» Work instructions
Search the records for the word "small" and copy every line in which it occurs.

» Recorded information
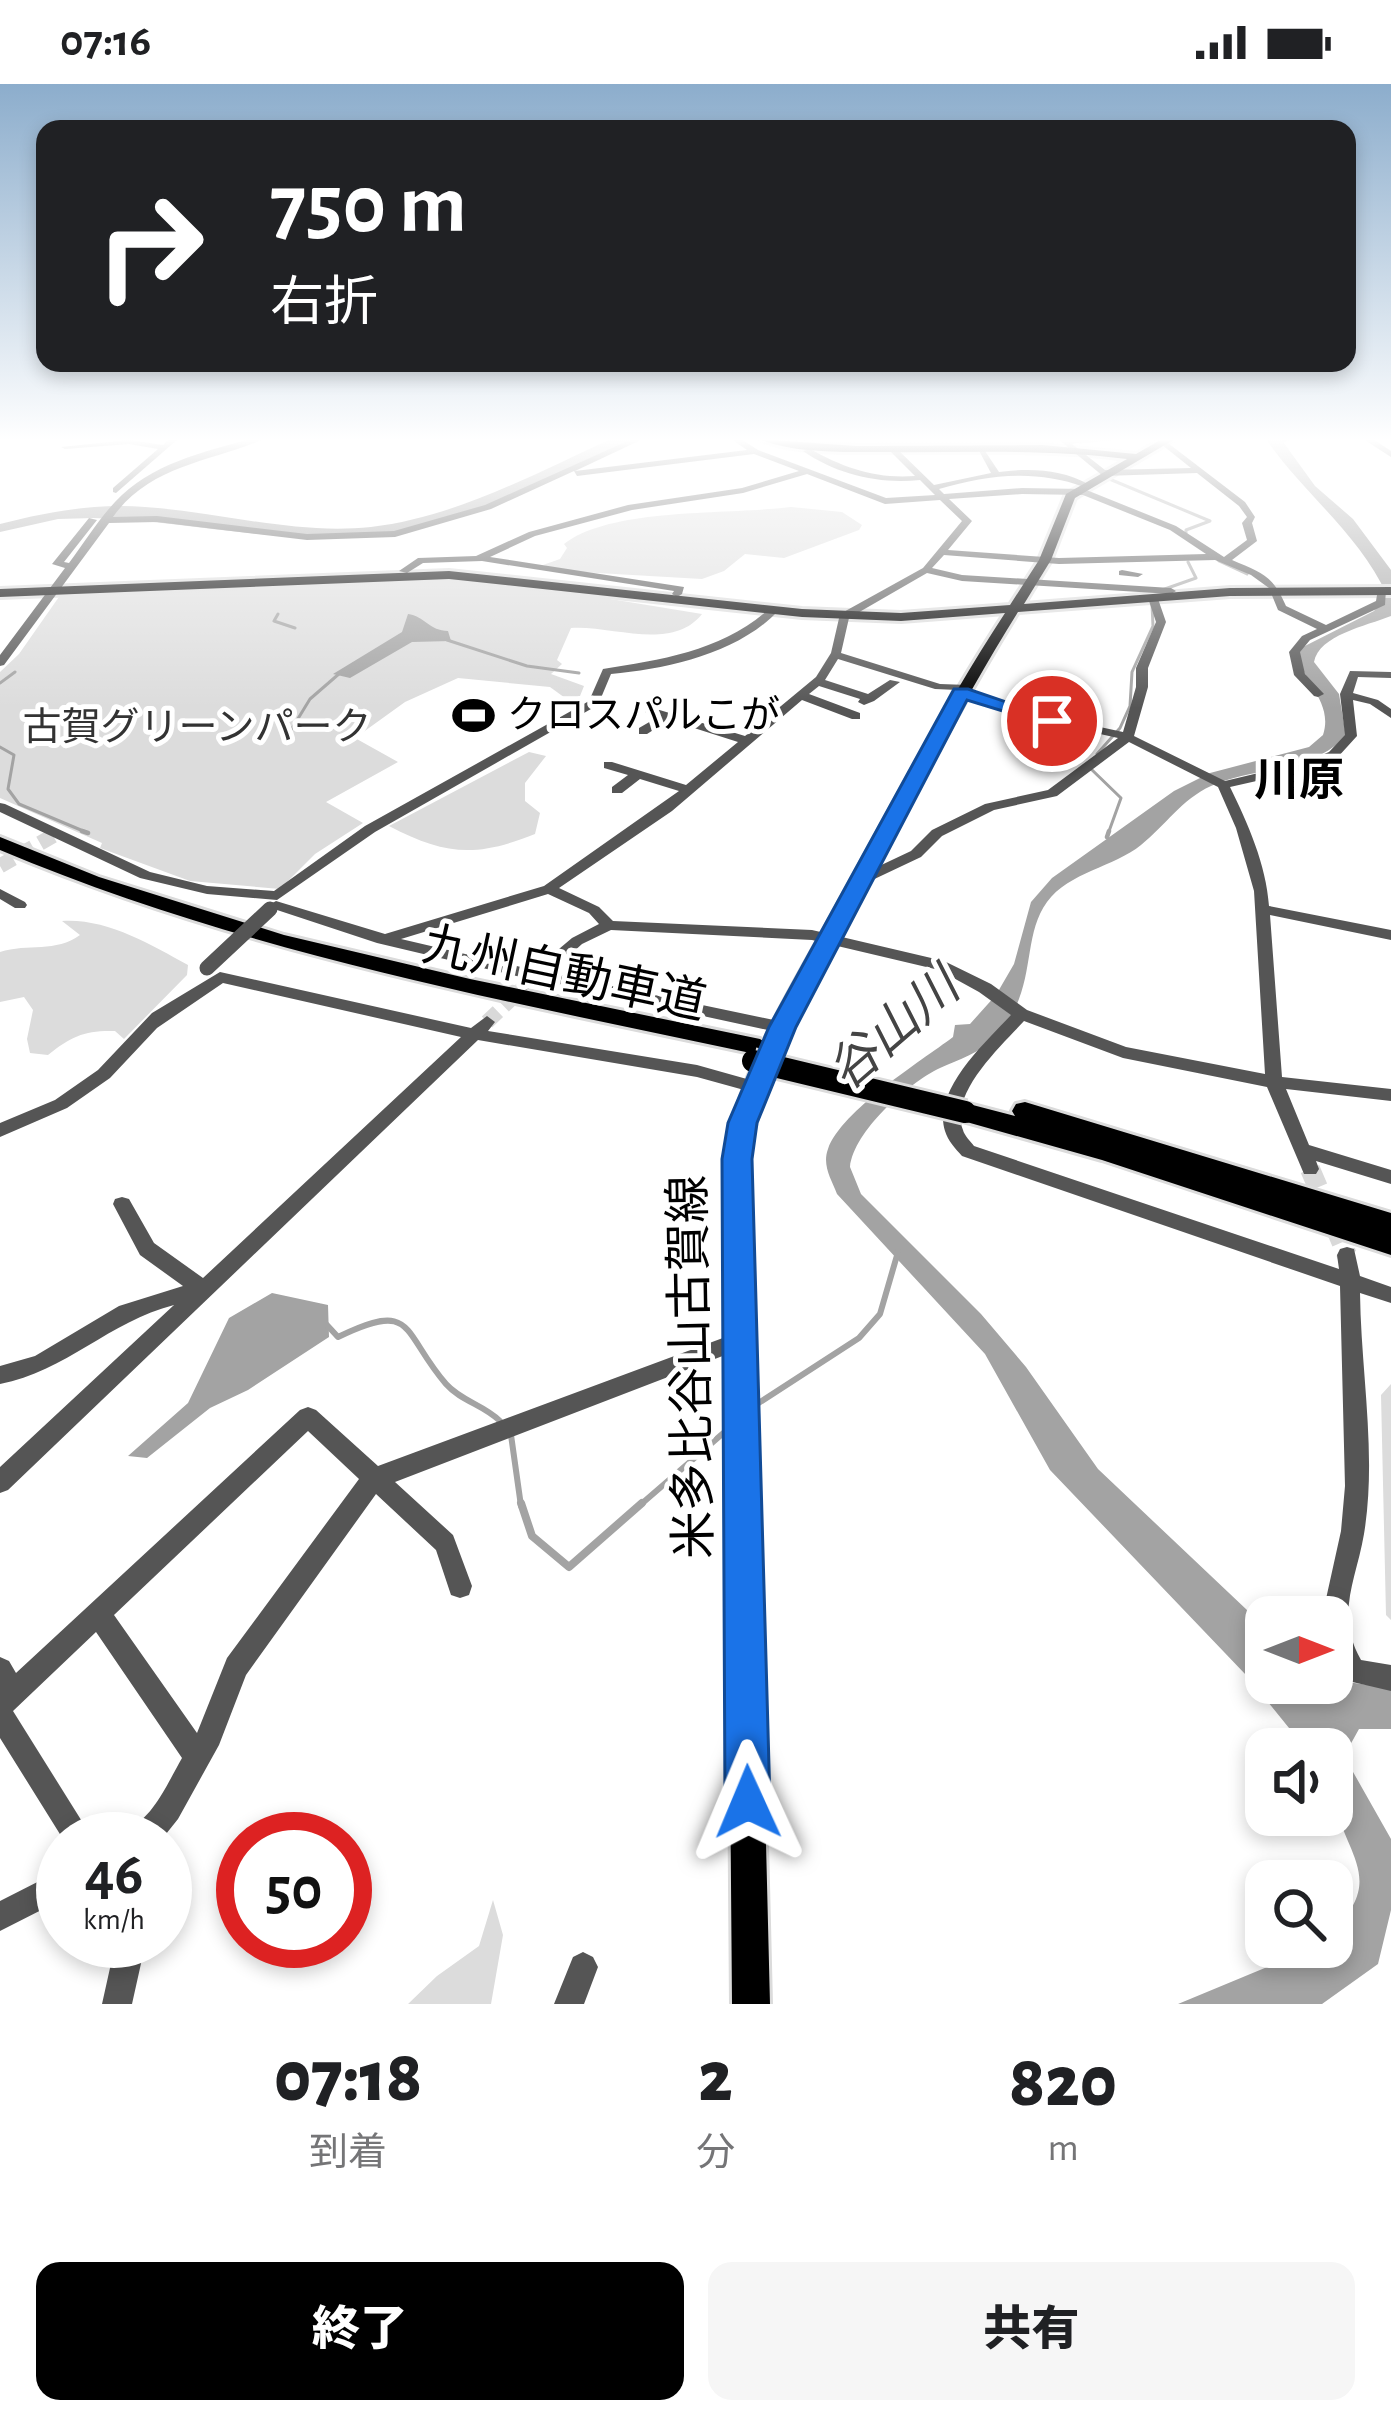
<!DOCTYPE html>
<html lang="ja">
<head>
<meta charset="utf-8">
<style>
  :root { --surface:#fff; --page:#f6f6f6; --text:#202124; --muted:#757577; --accent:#000 }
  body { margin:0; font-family:"Alegreya Sans","Noto Sans JP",sans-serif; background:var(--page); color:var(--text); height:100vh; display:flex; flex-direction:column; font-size:45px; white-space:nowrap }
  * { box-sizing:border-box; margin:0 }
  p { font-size:39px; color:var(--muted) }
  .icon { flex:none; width:66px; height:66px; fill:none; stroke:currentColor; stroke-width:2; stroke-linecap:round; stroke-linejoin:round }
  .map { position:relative; height:1920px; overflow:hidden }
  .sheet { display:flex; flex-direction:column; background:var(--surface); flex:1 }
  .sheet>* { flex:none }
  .banner { position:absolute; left:36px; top:36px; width:1320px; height:252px; border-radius:24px; box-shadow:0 6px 18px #0003; background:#202124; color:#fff; overflow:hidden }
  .needle { width:78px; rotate:90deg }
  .tools { position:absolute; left:1245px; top:1512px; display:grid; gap:24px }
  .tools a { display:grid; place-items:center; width:108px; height:108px; border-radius:24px; background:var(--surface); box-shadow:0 6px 18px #0003; font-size:60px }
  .speed { position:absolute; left:36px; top:1728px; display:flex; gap:24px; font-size:60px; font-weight:700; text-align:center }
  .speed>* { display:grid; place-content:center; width:156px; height:156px; border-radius:50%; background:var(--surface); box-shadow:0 6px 18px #0003; line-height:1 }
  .speed small { font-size:30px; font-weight:400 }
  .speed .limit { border:18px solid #d22; background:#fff; color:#111 }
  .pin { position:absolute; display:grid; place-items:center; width:102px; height:102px; color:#fff; margin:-51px; border:6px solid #fff; border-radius:50%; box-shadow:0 3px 12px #0007 }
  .me { position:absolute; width:132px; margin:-66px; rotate:359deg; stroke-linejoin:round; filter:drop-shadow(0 0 9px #0008) }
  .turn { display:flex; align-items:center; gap:42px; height:252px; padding:0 36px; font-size:54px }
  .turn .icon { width:156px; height:156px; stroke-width:2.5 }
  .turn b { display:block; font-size:84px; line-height:102px }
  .eta { display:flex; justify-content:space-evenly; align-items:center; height:204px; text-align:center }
  .eta b { font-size:72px; font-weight:800; line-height:84px }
  .action { display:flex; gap:24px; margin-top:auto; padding:24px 36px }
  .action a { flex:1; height:138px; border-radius:24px; background:var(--accent); color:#fff; font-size:48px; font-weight:800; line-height:138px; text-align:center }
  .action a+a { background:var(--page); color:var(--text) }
  .status { display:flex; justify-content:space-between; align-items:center; height:84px; padding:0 60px; background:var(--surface); direction:ltr }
  .status svg { height:33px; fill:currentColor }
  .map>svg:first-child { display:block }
  .green { fill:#dcdcdc }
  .water { fill:#a3a3a3 }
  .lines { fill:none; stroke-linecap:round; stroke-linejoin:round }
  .stream-far3 { stroke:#a3a3a3; stroke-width:3 }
  .stream-far2 { stroke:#a3a3a3; stroke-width:4.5 }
  .stream-far1 { stroke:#a3a3a3; stroke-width:6 }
  .stream { stroke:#a3a3a3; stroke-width:8 }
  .minor-tunnel-far1 { stroke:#d9d9d9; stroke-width:15; stroke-dasharray:15 8; stroke-linecap:butt }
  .minor-tunnel { stroke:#d9d9d9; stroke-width:20; stroke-dasharray:20 10; stroke-linecap:butt }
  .major-casing { stroke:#dbdbdb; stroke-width:6 }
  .highway-casing { stroke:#dbdbdb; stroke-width:6 }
  .minor { fill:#555; fill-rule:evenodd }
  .major { fill:#000; fill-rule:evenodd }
  .highway { fill:#000; fill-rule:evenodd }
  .highway-bridge-casing { stroke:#dbdbdb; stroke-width:28; stroke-linecap:butt }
  .minor-bridge { stroke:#555; stroke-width:15 }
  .highway-bridge { stroke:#000; stroke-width:22 }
  .route { fill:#1a73e8; stroke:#114b97; stroke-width:3 }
  .labels { text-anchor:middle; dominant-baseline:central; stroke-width:10; stroke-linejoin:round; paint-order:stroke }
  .far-poi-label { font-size:39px; fill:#000; stroke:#fff; text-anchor:start }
  .far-park-label { font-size:39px; fill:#333; stroke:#fff }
  .far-quarter-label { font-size:45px; font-weight:bold; fill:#000; stroke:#fff }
  .street-label { font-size:48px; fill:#000; stroke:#fff }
  .water-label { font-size:51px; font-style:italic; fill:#444; stroke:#fff }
</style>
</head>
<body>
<div class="status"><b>07:16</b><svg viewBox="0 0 49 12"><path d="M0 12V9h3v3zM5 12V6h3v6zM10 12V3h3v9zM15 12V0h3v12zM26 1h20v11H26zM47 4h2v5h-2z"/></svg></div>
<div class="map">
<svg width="1391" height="1920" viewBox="0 0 1391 1920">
  <rect width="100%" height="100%" fill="#fff"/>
  <path class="green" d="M791 423 842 428 862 441 859 446 784 474 745 470 724 487 702 495 563 487 543 481 560 475 567 464 564 460C611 423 729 431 791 423Z
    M476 493 586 507V511L702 530C672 568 612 541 571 544L557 576 562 580 551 590 584 602 578 617 572 619 550 603 458 594 405 618 355 654 398 678 326 718 363 739 315 770 280 805 190 797 100 764 102 759 0 714V588L19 570 61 510Z
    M529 668 546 672 525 699V717L540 729 535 750C475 774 445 771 389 742Z
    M62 837C106 834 150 860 188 881L187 891 124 955 115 947C86 946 71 952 48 971L30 969 27 955 33 926 24 913 0 918V868C28 859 56 869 80 851Z
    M1391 1300V1536L1386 1531 1381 1311Z
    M493 1816 503 1851 491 1920H408L437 1892 479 1862Z"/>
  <path class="water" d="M611 355H636C561 389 486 430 405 447 305 468 194 436 93 434L58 435 0 448V440C47 428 96 419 145 423 221 428 294 451 371 443 456 433 534 390 611 355Z
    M1266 355H1281L1315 402 1353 435 1391 486V532C1366 542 1319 551 1314 578L1339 610 1346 652C1308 691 1258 681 1211 702 1182 715 1165 742 1141 761 1114 783 1069 788 1047 818 1020 855 1039 908 995 953 978 970 960 975 940 984 907 1000 854 1047 850 1083L861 1110 981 1230 1026 1283 1098 1385 1266 1544V1599L1332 1596 1391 1604V1645H1359L1344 1672 1391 1755V1826L1378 1880 1322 1920H1178L1315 1863H1332V1847C1386 1796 1346 1772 1333 1714 1329 1699 1332 1681 1332 1665H1306L1246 1591 1050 1386 985 1270 837 1110C831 1095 822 1081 828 1065 842 1026 920 978 953 953L955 941 970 940 996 911 1014 880 1031 818 1052 794 1174 707 1210 689 1309 663 1323 651C1334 617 1301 599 1297 566L1374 527 1387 511C1360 451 1303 409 1266 355Z
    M408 530C424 532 430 547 448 547L451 557 412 558 350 594 333 590 402 548Z
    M272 1209 328 1221 329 1253 248 1306 210 1324 147 1374 128 1372 188 1319 229 1234Z"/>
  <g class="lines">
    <path class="stream-far3" d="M1080 358 1111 355
      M1107 394 1210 437 1186 446V453
      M1219 477 1247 490
      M1162 506 1196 494 1188 478
      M278 530 274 537 295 544
      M447 556 527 582 579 589
      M0 599 15 588
      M288 651 310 615 340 589
      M0 663 14 671 8 705 19 720 88 749
      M1097 670 1120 644 1130 622 1132 588 1153 542 1152 520
      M1090 684 1121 714 1108 750"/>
    <path class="stream-far2" d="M82 747 88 749
      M1107 753 1109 747"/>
    <path class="stream-far1" d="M326 1240 338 1253C416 1215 401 1248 446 1300 461 1317 484 1321 500 1337
      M754 1322 859 1254 880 1230 898 1168
      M511 1351 521 1422
      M639 1422 728 1345"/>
    <path class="stream" d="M521 1419 532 1452 569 1483 642 1419"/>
    <path class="minor-tunnel-far1" d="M0 782 58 749
      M487 938 526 901"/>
    <path class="minor-tunnel" d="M1310 1085 1347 1171"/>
    <defs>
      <path id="major" d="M759 355 857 362 1043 361 1136 370 1162 355H1175L1075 414 1051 476 1024 520 1230 504 1391 503V511L1230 512 1018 528C958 624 908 724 855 824 813 903 760 986 749 1075L770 1920H732L725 1075C739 985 793 903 836 824 891 725 943 624 1005 529L901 537 802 533 449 495 0 513V505L449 487 802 525 901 529 1010 521 1039 476 1066 410 1127 375C1044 364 961 369 878 368 841 368 793 369 759 355Z"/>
      <path id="highway" d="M0 753 99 793 284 851 470 895 760 955 772 963 760 971C502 916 244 869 0 766Z
        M1025 1018 1391 1129V1171L1102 1076 956 1035 952 1028 956 1021 965 1019 1015 1032 1012 1027 1016 1020Z"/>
    </defs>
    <use href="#major" class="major-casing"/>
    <use href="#highway" class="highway-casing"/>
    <path class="minor" d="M169 355H178L116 409 113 408V404L158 365 129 360 65 365 61 363 129 356 163 361Z
      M250 355H264C210 378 150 381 113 433L157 432 307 450 394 447 485 421 632 355H643L575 387 747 366 731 355H741L758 366 886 414 935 411 920 396C878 400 838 391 803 367L810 365C844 384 876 395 915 392L888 365 895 363 934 401 991 389 977 363 981 361 999 388C1030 384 1061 385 1088 400L1084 403C1035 385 988 391 939 405L944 410 1022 404 1084 405 1176 442 1224 473 1247 456 1242 439 1247 433 1239 422 1197 389 1103 392 1058 355H1099L1072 360 1105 386 1191 384 1161 360 1164 356 1245 418 1255 433 1252 439 1257 457 1232 476C1262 489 1273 491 1286 522L1326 541 1376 517 1378 505H1386L1385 521 1310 556 1300 568 1305 590 1324 610 1318 613 1314 612 1294 591 1289 568 1302 552 1317 545 1278 526 1269 504 1251 491 1215 476 1059 480 944 471 932 484 962 491 1171 504 1176 507 1171 510 962 497 927 489 849 534 841 569 940 600 968 601 970 603 964 606 1013 624 1123 648 1136 603V584L1156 538 1148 514 1157 512 1166 538 1148 584V603L1134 652 1225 697 1305 678 1329 668 1345 651 1340 610 1350 587 1391 588V594L1358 593 1353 609 1378 616 1391 625V634L1370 620 1353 616 1357 652 1337 674 1313 684 1230 703C1248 740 1266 780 1269 822L1391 846V856L1270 831 1282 993 1391 1005V1017L1286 1005 1309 1061 1391 1086V1100L1316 1077 1319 1085 1316 1090H1304L1267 1003 1123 974 1024 937C1002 961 948 1010 963 1046 964 1051 971 1058 974 1062L1339 1185 1337 1171 1340 1165 1347 1163 1354 1165 1360 1192 1391 1203V1219L1360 1209C1361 1289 1377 1371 1364 1450 1356 1497 1335 1530 1361 1576L1391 1581V1607L1344 1596 1332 1573V1533H1322L1341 1447 1345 1402 1340 1202 962 1072C955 1064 948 1057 945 1047 932 1006 986 958 1011 931L979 908 939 886 812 856 611 846 582 860 550 889 788 939 790 943 788 947 782 949 540 897 526 906 518 901 525 894 377 859 271 824 269 821 276 817 385 850 544 802 679 707 640 695 622 709H612V703L628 691 604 684V678H612L686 701 738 658 669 636 647 650H639V644L658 633 645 628V624H653L745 652 816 593 831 569 840 530 923 484 962 437 940 416 885 420 807 390 743 409 632 426 535 452 490 473 684 503 682 510 677 513 672 510 674 507 482 477 423 479 407 489 399 487 418 474 476 472 529 448 628 421 742 404 799 387 754 370 577 392 574 387 491 425 395 453 307 456 157 438 109 439 4 581 0 582V571L65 484 52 480 89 434 97 436 64 478 69 479C84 459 98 436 115 418 150 380 203 368 250 355ZM1022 410 1083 411 1170 446 1206 470 1059 474 948 466 972 437 949 415ZM838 575 935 605 958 606 957 611 1006 629 1118 654 1048 706 985 720 932 746 911 767 856 793 854 796 856 799H866L921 773 942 752 994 726 1057 712 1129 658 1218 703 1236 744 1254 807 1265 990 1126 963 1027 926 991 900 944 877 812 846 613 837 599 823 559 804 672 727 802 616 852 635H860V629L809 610 819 602 860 615 858 618 864 621 874 617 900 598 890 596 868 610 825 596ZM548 810 589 829 599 840 572 854 534 886 401 855Z
      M1293 355 1284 358 1280 356 1281 355Z
      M1363 355H1373L1391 367V373Z
      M1122 486 1143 490 1138 493 1119 491V487Z
      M770 524 779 526C739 569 668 585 611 590L598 621 375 748 277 816 207 810 140 794 0 728V719L5 720 150 788 207 802 274 807 365 742 589 617 603 585C662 576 725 566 770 524Z
      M0 805 25 818 27 821 25 824H15L0 815Z
      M220 888 471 944 487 932 495 938 488 947 697 981 761 999 764 1003 761 1007 755 1009 697 993 478 956 8 1406 0 1409V1383L174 1221C110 1237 65 1288 0 1300V1282L35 1272 119 1222 183 1202 140 1171 113 1120 115 1115 122 1113 129 1115 154 1159 203 1194 461 953 223 899 157 944 110 994 67 1024 0 1053V1039L55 1016 98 986 152 929Z
      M739 1248 746 1251 749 1257 746 1263 395 1398 453 1451 472 1502 469 1511 460 1514 451 1511 436 1466 376 1410 246 1591 219 1661 178 1735 162 1755H124L128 1745C154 1733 168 1698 182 1674L96 1548 13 1627 93 1755H63L0 1654V1573L9 1577 16 1589 300 1326 308 1323 316 1326 378 1382ZM308 1347 359 1395 227 1574 197 1649 114 1531Z
      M63 1785V1815L0 1847V1817Z
      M116 1857H146L132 1920H102Z
      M583 1868 593 1873 598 1883 584 1920H554L573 1873Z"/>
    <use href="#major" class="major"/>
    <use href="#highway" class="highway"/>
    <defs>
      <path id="highway-bridge" d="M753 977 965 1028"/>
    </defs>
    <use href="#highway-bridge" class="highway-bridge-casing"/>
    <path class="minor-bridge" d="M207 884 270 825"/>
    <use href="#highway-bridge" class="highway-bridge"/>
  </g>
  <linearGradient id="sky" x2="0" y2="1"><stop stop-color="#8cadcc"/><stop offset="0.57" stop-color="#fff"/><stop offset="1" stop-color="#fff" stop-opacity="0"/></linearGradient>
  <rect width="1391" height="624" fill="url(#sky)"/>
  <path class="route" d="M954 605H968L1062 637 1052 642 967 616 796 943 757 1039 752 1075 770 1718 764 1733 748 1740 732 1733 725 1718 722 1075 728 1039 769 943Z"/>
  <defs>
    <symbol id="stadium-bare" viewBox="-9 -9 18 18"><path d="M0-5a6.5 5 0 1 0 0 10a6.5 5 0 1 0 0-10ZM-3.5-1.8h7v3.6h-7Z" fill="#000" stroke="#fff" stroke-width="2.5" paint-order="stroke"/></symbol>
  </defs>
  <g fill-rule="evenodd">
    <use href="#stadium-bare" x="444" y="602" width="59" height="59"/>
  </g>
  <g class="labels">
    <g class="far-poi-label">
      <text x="507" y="632">クロスパルこが</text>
    </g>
    <g class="far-park-label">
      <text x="197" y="644">古賀グリーンパーク</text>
    </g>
    <g class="far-quarter-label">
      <text x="1299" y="697">川原</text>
    </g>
    <g class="street-label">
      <text transform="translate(564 891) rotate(12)">九州自動車道</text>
      <text transform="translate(693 1283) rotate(-91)">米多比谷山古賀線</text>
    </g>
    <g class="water-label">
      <text transform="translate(894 946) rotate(-41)">谷山川</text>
    </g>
  </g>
</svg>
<div class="tools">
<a><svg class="needle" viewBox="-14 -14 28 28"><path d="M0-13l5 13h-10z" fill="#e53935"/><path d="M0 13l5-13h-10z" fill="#757577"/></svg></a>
<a><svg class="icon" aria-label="sound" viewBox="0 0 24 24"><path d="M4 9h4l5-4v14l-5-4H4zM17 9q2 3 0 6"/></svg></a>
<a><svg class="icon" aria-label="search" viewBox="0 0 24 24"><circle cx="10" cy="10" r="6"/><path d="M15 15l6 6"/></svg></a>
</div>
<div class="speed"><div>46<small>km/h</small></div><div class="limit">50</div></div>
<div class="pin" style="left:1052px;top:637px;background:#d93025"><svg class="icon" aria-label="arrive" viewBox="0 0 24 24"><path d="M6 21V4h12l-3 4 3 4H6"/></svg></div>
<svg class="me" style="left:748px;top:1718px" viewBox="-20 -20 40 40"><path d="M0-17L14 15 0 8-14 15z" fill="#1a73e8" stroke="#fff" stroke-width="4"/></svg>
<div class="banner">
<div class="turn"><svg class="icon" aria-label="right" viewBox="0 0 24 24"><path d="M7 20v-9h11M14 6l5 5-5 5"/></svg><div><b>750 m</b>右折</div></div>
</div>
</div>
<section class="sheet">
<div class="eta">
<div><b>07:18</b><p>到着</p></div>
<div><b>2</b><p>分</p></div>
<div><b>820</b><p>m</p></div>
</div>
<div class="action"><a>終了</a><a>共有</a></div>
</section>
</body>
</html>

» Exercise output
  .speed small { font-size:30px; font-weight:400 }
<div class="speed"><div>46<small>km/h</small></div><div class="limit">50</div></div>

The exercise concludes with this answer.